** Prompt **
In the listing below, look for "positions" and copy every line that has it.

** Record excerpts **

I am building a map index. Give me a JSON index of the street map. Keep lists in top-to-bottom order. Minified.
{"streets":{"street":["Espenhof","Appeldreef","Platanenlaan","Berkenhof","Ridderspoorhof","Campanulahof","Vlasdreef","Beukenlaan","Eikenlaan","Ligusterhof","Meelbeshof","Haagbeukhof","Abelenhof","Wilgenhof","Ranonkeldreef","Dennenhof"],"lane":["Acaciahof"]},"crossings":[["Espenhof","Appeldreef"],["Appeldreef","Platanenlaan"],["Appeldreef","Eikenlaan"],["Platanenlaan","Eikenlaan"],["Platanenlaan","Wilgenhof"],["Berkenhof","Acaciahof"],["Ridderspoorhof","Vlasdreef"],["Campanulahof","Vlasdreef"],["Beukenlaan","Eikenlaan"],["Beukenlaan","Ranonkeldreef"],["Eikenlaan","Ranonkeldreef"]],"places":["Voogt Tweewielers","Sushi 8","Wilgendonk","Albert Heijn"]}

* * *

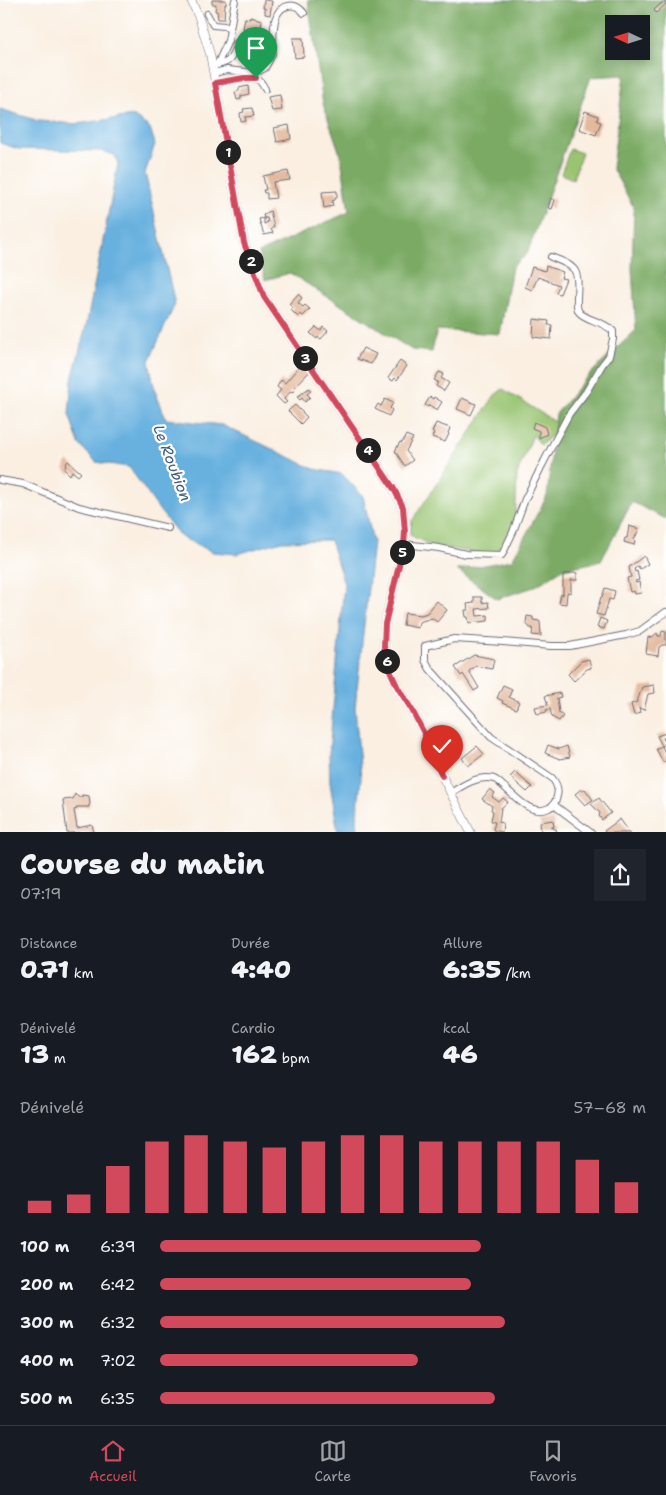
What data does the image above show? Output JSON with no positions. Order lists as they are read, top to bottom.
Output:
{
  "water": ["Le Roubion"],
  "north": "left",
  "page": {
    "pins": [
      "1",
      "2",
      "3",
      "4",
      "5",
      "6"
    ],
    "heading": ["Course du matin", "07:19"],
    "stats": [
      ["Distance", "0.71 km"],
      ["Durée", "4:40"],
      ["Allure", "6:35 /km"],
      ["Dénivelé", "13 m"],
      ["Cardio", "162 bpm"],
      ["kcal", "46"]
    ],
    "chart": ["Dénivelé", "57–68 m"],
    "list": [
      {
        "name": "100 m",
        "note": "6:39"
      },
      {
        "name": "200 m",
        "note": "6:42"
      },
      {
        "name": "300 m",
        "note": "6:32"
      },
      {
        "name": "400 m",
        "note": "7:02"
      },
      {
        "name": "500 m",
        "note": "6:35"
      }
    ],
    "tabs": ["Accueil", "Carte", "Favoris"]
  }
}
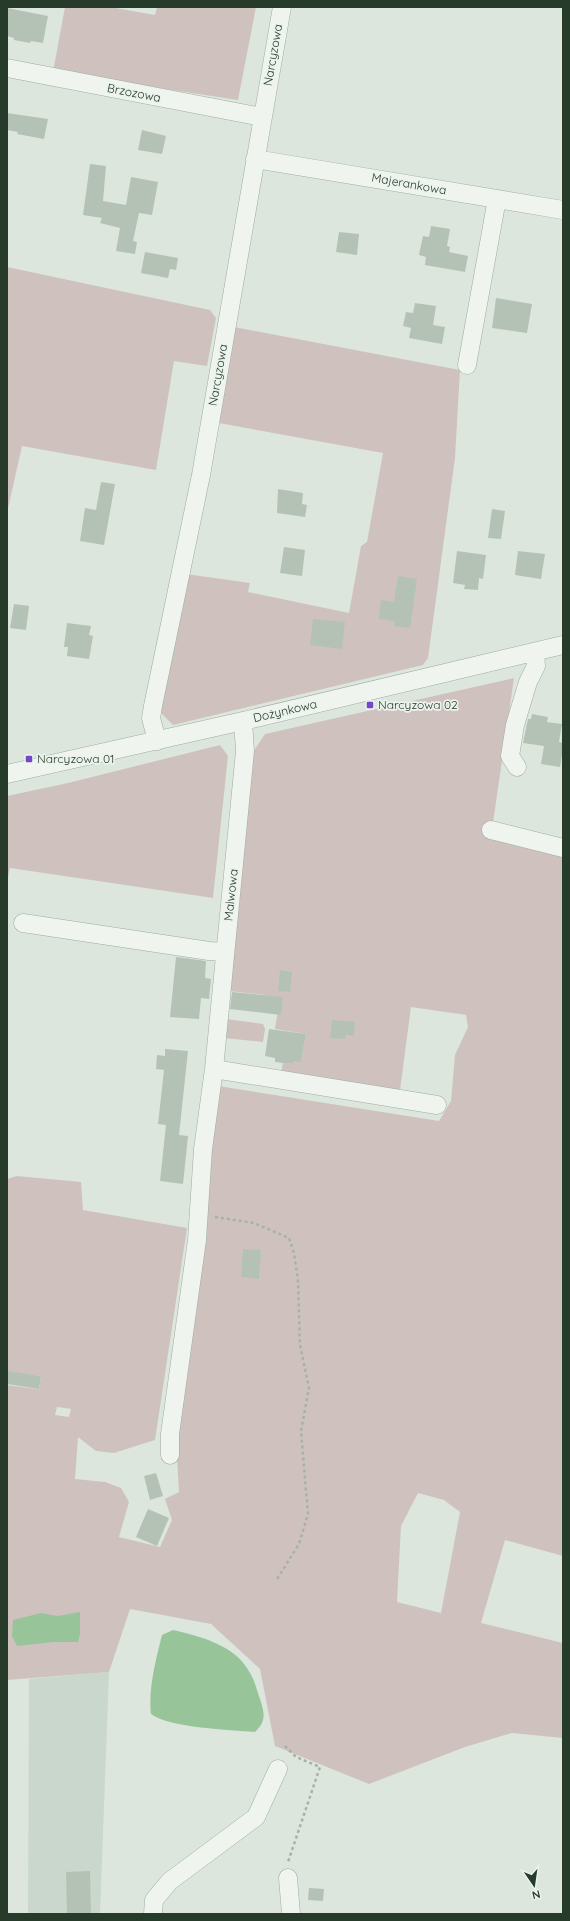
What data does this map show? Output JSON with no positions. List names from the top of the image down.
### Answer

** Your response **
What data does the image above show? Output JSON with no positions. Order lists as they are read, top to bottom.
What data does this map show? Output JSON with no positions. List names from the top of the image down.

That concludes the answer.